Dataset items
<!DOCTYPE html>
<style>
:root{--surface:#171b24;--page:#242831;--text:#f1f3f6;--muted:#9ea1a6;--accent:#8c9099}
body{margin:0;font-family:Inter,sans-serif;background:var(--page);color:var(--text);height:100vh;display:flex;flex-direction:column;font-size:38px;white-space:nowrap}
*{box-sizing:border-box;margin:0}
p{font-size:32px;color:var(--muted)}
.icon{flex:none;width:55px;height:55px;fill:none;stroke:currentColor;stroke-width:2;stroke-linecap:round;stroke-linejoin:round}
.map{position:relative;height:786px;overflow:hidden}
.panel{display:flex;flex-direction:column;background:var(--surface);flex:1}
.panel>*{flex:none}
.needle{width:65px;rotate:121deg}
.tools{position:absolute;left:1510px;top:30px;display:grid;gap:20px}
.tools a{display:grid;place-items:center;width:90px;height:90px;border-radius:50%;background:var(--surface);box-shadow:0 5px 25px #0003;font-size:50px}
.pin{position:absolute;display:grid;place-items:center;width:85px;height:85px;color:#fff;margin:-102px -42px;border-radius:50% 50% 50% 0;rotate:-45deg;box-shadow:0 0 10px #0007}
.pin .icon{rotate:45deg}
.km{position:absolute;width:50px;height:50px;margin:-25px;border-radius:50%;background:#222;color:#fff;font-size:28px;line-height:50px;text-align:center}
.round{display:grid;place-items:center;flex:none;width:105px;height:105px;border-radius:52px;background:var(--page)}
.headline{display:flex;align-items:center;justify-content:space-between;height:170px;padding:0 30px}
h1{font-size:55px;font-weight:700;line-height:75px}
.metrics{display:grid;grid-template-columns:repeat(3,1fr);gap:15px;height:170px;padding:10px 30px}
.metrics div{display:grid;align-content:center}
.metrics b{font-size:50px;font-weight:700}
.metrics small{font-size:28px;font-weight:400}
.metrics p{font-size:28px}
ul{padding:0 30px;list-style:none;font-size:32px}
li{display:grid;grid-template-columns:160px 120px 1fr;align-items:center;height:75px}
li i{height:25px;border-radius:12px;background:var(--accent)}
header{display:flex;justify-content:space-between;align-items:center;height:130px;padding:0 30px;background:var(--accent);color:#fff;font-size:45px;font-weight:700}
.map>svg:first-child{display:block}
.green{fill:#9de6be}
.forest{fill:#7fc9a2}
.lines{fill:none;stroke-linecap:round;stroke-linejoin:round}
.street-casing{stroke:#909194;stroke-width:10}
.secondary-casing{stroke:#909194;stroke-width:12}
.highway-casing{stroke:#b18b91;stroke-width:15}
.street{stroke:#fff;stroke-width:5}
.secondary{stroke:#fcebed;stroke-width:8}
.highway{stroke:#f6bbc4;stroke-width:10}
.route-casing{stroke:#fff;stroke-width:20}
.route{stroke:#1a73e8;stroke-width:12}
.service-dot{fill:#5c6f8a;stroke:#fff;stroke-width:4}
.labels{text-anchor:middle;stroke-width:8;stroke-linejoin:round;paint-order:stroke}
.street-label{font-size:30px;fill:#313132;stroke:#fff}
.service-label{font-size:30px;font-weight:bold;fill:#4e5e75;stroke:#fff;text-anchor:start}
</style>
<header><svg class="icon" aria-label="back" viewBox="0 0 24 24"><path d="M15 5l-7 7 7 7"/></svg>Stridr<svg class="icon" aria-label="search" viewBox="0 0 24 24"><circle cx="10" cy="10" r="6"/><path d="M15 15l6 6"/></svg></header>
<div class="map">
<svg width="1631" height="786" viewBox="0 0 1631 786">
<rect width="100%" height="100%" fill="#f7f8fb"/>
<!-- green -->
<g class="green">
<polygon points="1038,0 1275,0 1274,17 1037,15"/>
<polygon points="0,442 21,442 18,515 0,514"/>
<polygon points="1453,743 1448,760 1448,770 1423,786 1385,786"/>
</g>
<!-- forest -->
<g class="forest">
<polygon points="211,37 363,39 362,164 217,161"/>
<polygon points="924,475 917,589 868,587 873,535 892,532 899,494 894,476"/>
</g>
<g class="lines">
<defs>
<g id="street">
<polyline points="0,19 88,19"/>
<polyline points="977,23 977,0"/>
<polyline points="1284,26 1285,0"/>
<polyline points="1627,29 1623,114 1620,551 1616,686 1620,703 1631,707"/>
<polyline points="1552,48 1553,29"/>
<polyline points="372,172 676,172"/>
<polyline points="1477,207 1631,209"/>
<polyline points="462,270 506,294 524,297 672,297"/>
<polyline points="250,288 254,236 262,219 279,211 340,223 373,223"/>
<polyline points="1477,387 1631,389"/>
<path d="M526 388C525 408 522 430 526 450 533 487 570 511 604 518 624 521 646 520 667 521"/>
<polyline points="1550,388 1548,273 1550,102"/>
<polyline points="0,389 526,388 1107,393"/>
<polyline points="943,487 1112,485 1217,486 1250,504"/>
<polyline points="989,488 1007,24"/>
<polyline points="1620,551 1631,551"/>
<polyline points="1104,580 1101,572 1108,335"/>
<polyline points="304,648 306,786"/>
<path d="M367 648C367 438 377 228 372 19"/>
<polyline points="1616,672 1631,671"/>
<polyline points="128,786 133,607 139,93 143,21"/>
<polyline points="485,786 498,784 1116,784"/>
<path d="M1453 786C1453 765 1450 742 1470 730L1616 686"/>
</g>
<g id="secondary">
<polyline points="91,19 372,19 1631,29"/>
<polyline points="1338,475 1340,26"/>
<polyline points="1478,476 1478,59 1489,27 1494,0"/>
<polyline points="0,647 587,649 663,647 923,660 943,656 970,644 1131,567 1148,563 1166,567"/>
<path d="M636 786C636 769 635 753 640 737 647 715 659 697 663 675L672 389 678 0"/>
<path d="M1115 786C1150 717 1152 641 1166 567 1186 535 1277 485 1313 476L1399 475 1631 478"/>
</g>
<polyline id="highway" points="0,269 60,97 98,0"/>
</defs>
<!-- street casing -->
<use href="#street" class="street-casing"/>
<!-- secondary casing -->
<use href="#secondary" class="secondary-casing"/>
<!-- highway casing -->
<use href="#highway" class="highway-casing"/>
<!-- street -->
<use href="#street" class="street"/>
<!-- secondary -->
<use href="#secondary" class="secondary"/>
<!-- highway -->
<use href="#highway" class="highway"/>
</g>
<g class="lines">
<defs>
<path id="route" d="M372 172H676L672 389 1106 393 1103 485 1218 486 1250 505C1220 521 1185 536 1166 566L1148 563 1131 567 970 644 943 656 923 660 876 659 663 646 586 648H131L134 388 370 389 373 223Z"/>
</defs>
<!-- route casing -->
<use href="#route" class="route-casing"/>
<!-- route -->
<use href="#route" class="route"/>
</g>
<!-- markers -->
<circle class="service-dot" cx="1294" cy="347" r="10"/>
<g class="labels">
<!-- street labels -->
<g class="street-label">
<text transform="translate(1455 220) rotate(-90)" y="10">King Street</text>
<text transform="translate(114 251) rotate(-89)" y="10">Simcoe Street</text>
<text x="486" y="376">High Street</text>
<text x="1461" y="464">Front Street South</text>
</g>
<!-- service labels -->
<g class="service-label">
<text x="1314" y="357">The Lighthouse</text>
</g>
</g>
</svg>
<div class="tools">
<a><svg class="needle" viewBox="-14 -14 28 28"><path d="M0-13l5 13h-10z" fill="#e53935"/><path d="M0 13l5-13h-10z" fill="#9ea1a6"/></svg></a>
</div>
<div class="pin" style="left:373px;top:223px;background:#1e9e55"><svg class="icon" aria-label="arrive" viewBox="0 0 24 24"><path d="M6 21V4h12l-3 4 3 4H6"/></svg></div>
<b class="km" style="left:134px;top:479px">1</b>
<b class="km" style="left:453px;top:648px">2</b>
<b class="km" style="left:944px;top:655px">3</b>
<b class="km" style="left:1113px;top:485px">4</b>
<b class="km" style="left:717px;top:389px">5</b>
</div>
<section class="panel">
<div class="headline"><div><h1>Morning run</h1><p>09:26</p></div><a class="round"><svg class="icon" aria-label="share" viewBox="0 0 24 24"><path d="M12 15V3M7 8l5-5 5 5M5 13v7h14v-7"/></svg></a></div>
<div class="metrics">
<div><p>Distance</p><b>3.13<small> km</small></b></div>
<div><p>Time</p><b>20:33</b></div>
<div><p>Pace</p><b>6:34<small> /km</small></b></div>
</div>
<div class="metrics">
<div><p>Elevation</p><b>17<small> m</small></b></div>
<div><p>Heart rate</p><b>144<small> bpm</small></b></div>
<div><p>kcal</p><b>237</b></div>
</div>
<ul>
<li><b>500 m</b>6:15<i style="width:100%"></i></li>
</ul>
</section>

WORK TO BE COMPLETED
Looking at the records above, return exactly the lines from the line with "21V4h12l-3 4 3" to the line with "<div><p>Time</p><b>20:33</b></div>", both ends included.

ANSWER
<div class="pin" style="left:373px;top:223px;background:#1e9e55"><svg class="icon" aria-label="arrive" viewBox="0 0 24 24"><path d="M6 21V4h12l-3 4 3 4H6"/></svg></div>
<b class="km" style="left:134px;top:479px">1</b>
<b class="km" style="left:453px;top:648px">2</b>
<b class="km" style="left:944px;top:655px">3</b>
<b class="km" style="left:1113px;top:485px">4</b>
<b class="km" style="left:717px;top:389px">5</b>
</div>
<section class="panel">
<div class="headline"><div><h1>Morning run</h1><p>09:26</p></div><a class="round"><svg class="icon" aria-label="share" viewBox="0 0 24 24"><path d="M12 15V3M7 8l5-5 5 5M5 13v7h14v-7"/></svg></a></div>
<div class="metrics">
<div><p>Distance</p><b>3.13<small> km</small></b></div>
<div><p>Time</p><b>20:33</b></div>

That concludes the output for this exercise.